Hace un par de semanas, Margarita Zavala fue cuestionada –en el noticiero radiofónico de Karla Iberia Sánchez– sobre su opinión a propósito de la jurisprudencia de la Suprema Corte de Justicia de la Nación que vuelve inconstitucional cualquier limitación del derecho al matrimonio para las personas de la diversidad sexual. Entonces, ella señaló que no podía especularse ni situarse en el terreno de la opinión un tema que ya tenía fuerza de ley en nuestro país; es decir, que más allá de lo que ella o su partido pensaran acerca del valor de las familias –no olvidemos que Acción Nacional ha sido generalmente reacio a incluir estos temas en sus agendas–, la protección de las familias diversas y el cumplimiento del derecho a la no discriminación por orientación sexual o identidad de género ya eran una obligación en nuestro país, que nadie podía limitar en vista de creencias particulares. Conozco a Margarita Zavala y sé que es moderna y progresista, que cree en el paradigma de los derechos humanos, y por eso mismo sé también que expresar estas opiniones no debió ser fácil, como miembro de un Partido que ha insistido en proteger un modelo nuclear de familia.

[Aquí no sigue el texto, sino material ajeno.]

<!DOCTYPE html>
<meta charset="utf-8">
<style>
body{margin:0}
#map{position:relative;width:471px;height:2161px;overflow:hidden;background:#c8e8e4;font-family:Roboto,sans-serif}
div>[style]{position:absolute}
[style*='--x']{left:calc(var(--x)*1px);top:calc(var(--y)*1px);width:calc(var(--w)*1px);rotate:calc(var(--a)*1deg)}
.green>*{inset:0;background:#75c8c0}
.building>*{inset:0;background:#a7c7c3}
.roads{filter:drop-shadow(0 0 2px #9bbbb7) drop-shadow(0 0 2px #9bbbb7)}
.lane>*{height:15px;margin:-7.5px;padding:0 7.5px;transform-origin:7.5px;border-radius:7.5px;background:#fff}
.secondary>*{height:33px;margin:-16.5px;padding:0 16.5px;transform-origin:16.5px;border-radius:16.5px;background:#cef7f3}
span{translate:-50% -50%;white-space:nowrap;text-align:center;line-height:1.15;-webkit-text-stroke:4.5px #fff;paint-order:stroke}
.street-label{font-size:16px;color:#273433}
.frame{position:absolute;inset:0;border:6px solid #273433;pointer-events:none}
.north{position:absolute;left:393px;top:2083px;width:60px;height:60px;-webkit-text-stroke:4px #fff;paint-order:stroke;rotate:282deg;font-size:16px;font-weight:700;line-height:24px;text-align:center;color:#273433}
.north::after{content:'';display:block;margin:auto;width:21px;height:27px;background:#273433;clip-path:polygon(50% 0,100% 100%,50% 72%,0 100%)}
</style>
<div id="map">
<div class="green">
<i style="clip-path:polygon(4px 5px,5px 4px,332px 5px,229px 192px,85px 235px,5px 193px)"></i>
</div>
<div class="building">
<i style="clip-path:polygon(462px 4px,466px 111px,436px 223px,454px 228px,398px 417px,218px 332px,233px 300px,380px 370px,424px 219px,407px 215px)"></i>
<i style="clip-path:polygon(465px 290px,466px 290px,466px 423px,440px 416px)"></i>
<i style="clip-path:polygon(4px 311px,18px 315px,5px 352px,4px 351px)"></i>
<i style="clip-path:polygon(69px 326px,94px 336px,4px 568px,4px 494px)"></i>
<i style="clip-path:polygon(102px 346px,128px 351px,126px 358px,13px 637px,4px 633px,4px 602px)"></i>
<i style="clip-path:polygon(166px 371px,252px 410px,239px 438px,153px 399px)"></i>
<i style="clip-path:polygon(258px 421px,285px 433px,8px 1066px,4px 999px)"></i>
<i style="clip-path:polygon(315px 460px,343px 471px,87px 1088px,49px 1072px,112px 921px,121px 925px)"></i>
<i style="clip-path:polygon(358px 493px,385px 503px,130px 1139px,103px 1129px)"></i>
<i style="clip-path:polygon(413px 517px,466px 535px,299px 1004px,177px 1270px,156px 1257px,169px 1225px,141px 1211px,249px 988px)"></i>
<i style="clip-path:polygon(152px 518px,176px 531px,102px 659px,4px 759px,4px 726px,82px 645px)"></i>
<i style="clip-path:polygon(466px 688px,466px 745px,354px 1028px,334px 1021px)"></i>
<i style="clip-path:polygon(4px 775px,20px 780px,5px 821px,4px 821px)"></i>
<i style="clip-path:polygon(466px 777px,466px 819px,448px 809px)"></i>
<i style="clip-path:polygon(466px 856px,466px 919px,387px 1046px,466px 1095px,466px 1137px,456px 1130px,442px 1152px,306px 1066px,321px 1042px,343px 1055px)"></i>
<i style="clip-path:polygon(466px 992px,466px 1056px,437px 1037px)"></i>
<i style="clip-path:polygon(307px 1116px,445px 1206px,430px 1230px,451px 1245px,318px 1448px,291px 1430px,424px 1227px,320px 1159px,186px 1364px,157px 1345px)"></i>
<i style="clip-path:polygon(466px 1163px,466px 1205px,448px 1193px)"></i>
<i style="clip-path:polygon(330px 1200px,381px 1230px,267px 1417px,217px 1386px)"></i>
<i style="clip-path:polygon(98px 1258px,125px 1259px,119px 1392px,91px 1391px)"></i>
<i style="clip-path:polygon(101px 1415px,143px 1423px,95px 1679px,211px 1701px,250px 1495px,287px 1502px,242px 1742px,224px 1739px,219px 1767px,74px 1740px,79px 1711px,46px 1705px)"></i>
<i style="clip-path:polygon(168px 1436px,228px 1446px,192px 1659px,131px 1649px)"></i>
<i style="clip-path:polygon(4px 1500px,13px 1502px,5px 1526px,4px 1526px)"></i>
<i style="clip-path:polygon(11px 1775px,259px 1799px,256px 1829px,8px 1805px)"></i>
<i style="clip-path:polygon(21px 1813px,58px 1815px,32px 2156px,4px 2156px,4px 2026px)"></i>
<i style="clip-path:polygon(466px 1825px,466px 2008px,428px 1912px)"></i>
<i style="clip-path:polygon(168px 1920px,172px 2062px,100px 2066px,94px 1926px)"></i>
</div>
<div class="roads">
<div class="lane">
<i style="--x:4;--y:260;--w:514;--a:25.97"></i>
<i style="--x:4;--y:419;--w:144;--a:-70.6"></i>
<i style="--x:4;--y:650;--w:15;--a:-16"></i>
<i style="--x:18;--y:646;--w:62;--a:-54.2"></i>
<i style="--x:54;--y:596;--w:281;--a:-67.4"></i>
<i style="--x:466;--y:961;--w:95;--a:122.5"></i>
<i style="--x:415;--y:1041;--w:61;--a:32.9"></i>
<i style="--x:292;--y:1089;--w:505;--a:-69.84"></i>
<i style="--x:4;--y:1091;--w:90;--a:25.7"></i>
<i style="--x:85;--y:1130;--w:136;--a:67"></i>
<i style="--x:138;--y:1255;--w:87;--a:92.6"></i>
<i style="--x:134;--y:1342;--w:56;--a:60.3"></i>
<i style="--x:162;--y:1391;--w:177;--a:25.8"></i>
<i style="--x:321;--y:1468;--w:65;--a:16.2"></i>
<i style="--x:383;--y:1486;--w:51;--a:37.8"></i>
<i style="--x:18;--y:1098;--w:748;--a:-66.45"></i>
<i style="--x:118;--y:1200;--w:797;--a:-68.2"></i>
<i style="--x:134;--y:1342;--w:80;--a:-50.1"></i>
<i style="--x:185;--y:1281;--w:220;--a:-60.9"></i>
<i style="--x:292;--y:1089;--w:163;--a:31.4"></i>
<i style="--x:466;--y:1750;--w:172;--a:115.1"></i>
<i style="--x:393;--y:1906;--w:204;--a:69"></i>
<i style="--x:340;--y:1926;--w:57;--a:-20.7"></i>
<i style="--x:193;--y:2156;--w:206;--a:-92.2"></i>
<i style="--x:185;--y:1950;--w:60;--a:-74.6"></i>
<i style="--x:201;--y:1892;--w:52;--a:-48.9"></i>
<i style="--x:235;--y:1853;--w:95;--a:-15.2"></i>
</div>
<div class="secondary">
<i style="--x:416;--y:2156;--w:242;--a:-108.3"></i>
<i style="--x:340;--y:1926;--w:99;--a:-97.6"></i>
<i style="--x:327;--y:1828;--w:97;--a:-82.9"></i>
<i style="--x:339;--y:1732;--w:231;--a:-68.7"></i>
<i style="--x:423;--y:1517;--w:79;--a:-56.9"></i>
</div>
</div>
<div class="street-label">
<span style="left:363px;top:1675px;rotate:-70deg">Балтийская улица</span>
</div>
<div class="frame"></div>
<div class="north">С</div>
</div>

La sexualidad y la afectividad son cuestiones personalísimas, que se relacionan con la dimensión más privada de nuestra identidad, de quiénes somos y de la manera en que queremos aparecer frente a los demás. Cuando fuimos niños, aprendimos que el amor y la sexualidad son las de nuestros padres, la de las familias tradicionales; y se nos enseñó también que quien se aparta de este modelo se vuelve improductivo y sospechoso de disidencia. Por eso nos cuesta trabajo aceptar que las familias que integran personas del mismo sexo o la afectividad que surge entre dos hombres o dos mujeres es tan válida y digna de respeto como la que tienen nuestros padres. Nuestra respuesta es entonces el miedo a que estas realidades–que, de hecho, siempre han estado allí, pero nos negábamos a verlas– alteren el orden social. Por supuesto, esta creencia es falsa. Las personas con vidas afectivas y sexuales plenas, sin miedo a la discriminación o la violencia, son personas productivas, sanas y libres. Pero hay algo más: aunque nos cueste trabajo aceptar este hecho y visualizar a la diversidad sexual como legítima y valiosa, lo que resulta una obligación es respetar los derechos de este sector de la población. Como señaló Margarita Zavala, más allá de lo que creamos, no se puede especular acerca del carácter obligatorio de la protección de las familias diversas desde el imperio de la ley.

En estos días, hemos sabido de marchas, en entidades del país como Guadalajara, que expresan la opinión de un sector de la población que siente amenazada su visión de la familia por la declaración de constitucionalidad del matrimonio igualitario. Se han destinado muchos recursos materiales y humanos a movilizar a estas personas que creen que sólo son valiosas las uniones afectivas y sexuales entre un hombre y una mujer. Frente a estas manifestaciones ideológicas, siempre me he preguntado por qué a veces uno siente la obligación de convencer a los demás acerca del valor de los propios prejuicios. Más allá de lo que estas personas crean –lo cual es muy respetable mientras no se incite al odio o la violencia de manera directa–, lo cierto es que ellas tienen que acatar la jurisprudencia de la Corte de manera inmediata. Quisiéramos que estas personas cambiaran de parecer, que ampliaran su visión sobre el valor de la sexualidad y la afectividad, y que no se sintieran agredidas por las expresiones de afectividad que no pasan por la heterosexualidad. Pero por el momento –aunque nos cueste trabajo en vista de nuestras creencias–, tenemos que respetar el imperio de la ley que obliga a funcionarios y funcionarias del ámbito civil a no limitar el derecho al matrimonio igualitario; y también, el imperio de la ley que obliga a todas y todos a frenar nuestros odios, ignorancias e inseguridades frente a quienes han elegido vivir su afectividad y sexualidad de una manera no mayoritaria, aunque perfectamente legítima.